Task goal => Print, exactly as they stand, the lines from the start of the listing to the line containing "0 #0e5d5a) drop-shadow(-1px", inclusive.

=== Section Start ===

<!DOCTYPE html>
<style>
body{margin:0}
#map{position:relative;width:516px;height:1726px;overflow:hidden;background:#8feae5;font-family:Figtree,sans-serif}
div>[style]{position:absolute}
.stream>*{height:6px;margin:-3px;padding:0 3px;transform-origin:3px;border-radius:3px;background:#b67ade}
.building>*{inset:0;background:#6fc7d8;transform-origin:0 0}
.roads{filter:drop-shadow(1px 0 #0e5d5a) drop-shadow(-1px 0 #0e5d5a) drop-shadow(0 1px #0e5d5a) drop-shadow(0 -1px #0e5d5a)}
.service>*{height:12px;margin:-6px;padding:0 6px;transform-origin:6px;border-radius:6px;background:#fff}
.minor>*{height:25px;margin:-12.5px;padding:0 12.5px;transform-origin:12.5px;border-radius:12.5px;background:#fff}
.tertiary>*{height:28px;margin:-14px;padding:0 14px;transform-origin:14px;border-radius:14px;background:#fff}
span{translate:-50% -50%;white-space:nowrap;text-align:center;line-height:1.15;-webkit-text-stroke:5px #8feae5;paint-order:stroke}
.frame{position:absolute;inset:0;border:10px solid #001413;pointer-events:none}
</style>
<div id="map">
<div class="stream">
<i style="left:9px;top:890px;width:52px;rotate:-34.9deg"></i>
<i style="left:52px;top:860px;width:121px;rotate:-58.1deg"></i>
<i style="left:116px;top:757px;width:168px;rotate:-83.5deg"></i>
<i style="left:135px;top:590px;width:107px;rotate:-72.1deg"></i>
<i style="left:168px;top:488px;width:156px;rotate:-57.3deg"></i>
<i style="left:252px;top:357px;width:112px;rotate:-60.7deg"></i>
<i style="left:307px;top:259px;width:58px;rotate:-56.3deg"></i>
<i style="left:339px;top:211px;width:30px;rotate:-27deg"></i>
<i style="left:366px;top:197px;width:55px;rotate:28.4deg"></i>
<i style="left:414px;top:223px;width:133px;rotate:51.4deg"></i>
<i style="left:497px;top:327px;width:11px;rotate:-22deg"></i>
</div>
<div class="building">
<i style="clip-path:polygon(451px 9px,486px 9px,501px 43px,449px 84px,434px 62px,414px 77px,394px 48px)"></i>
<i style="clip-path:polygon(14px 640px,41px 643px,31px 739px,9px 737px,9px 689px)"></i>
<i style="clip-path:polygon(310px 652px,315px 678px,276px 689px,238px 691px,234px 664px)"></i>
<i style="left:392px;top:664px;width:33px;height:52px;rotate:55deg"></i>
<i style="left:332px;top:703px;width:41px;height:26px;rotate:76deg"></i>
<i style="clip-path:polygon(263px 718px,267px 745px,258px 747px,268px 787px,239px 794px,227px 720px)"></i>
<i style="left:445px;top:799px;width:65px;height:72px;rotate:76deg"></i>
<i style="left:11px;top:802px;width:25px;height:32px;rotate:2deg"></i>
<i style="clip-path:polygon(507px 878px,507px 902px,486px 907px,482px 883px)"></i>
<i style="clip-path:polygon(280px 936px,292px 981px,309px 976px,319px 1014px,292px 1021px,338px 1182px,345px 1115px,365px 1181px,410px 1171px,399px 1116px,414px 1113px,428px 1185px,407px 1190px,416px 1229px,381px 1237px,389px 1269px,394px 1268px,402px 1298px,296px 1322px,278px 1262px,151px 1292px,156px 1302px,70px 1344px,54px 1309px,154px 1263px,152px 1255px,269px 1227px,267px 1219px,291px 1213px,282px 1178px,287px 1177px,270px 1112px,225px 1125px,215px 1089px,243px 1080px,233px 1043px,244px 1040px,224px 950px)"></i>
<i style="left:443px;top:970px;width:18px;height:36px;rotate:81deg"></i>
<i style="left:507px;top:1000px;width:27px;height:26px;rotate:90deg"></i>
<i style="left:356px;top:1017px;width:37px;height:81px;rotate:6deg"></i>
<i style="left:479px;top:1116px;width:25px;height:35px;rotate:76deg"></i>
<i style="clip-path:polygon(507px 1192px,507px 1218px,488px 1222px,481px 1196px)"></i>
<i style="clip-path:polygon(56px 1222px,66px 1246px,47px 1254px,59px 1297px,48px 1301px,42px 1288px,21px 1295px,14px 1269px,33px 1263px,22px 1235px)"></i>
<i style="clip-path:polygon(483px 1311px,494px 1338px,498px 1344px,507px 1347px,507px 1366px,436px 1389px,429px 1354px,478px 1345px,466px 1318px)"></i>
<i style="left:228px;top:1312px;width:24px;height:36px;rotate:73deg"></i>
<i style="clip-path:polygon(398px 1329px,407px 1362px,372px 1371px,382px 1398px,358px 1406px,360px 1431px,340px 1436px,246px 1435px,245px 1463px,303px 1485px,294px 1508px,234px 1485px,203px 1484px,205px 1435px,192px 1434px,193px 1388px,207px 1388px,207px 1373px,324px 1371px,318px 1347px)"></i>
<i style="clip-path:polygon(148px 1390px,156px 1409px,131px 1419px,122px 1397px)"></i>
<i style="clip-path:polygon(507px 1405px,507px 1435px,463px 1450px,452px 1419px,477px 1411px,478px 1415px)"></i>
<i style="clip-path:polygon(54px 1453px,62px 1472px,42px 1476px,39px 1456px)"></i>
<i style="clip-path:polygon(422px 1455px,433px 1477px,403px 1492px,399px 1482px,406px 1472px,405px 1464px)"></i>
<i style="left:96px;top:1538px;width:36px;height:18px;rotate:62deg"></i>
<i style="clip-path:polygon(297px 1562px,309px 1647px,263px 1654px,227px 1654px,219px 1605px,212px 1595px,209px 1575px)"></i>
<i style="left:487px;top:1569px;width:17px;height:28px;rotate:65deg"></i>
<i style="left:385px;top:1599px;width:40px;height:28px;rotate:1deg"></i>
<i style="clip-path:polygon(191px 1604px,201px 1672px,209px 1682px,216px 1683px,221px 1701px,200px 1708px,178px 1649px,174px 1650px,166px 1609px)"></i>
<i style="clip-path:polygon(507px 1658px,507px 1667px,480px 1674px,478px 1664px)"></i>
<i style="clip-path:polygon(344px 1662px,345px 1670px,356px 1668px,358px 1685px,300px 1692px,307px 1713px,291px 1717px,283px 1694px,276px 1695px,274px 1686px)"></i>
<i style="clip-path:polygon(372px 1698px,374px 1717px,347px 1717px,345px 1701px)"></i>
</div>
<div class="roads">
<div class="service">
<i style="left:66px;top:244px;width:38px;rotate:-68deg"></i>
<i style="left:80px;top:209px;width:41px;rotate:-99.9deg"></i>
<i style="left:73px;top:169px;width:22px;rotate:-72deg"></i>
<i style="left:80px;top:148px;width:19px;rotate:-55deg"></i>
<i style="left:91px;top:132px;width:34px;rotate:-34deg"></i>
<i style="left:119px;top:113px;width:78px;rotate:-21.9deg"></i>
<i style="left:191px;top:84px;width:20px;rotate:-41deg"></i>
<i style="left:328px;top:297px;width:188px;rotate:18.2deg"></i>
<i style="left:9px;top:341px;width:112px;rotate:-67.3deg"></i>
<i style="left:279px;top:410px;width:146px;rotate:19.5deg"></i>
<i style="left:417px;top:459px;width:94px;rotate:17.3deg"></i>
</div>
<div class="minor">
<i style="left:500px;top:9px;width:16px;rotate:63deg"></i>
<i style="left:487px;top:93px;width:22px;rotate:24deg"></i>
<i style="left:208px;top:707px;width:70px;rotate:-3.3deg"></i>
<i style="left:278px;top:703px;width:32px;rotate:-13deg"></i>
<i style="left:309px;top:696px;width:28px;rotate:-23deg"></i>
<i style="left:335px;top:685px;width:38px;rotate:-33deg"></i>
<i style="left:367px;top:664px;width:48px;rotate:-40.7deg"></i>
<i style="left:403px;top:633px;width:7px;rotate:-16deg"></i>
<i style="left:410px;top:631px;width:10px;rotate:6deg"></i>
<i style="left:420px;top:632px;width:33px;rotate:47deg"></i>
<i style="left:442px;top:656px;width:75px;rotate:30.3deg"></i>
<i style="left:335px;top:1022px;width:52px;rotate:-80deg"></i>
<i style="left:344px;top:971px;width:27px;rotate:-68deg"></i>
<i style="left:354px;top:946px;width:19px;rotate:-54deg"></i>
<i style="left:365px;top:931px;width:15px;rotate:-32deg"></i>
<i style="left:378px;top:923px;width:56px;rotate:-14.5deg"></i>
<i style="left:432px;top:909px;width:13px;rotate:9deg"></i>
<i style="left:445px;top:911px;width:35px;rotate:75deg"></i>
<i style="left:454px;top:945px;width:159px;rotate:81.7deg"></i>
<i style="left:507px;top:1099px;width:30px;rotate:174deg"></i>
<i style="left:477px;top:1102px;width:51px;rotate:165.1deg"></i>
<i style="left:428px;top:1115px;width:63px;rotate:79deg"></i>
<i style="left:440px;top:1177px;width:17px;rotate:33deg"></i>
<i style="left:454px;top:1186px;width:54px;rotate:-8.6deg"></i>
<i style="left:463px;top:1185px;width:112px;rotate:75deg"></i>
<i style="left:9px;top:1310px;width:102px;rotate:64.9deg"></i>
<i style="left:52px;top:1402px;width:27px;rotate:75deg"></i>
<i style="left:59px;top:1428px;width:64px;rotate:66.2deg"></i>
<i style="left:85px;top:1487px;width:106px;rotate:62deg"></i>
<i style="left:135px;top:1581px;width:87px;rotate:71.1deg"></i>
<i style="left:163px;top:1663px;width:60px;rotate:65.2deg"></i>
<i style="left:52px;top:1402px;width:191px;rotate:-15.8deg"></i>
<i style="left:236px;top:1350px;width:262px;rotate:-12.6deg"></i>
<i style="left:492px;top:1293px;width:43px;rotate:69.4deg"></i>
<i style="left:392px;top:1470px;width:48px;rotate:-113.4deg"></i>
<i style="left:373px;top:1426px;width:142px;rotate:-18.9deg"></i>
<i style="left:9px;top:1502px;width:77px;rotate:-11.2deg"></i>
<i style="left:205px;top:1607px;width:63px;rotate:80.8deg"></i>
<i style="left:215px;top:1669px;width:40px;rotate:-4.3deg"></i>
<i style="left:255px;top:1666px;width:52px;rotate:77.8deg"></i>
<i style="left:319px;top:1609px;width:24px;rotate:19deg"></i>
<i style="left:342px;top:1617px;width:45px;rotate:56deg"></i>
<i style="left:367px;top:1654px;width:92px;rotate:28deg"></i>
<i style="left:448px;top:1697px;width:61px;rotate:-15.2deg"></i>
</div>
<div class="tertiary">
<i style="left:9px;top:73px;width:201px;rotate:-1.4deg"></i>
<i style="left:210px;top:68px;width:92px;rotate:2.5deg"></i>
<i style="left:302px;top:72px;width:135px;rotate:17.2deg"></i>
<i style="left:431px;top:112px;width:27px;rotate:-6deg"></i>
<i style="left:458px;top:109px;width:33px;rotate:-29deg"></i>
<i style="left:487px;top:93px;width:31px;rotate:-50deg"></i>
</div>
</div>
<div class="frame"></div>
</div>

=== Section End ===

Response area =>
<!DOCTYPE html>
<style>
body{margin:0}
#map{position:relative;width:516px;height:1726px;overflow:hidden;background:#8feae5;font-family:Figtree,sans-serif}
div>[style]{position:absolute}
.stream>*{height:6px;margin:-3px;padding:0 3px;transform-origin:3px;border-radius:3px;background:#b67ade}
.building>*{inset:0;background:#6fc7d8;transform-origin:0 0}
.roads{filter:drop-shadow(1px 0 #0e5d5a) drop-shadow(-1px 0 #0e5d5a) drop-shadow(0 1px #0e5d5a) drop-shadow(0 -1px #0e5d5a)}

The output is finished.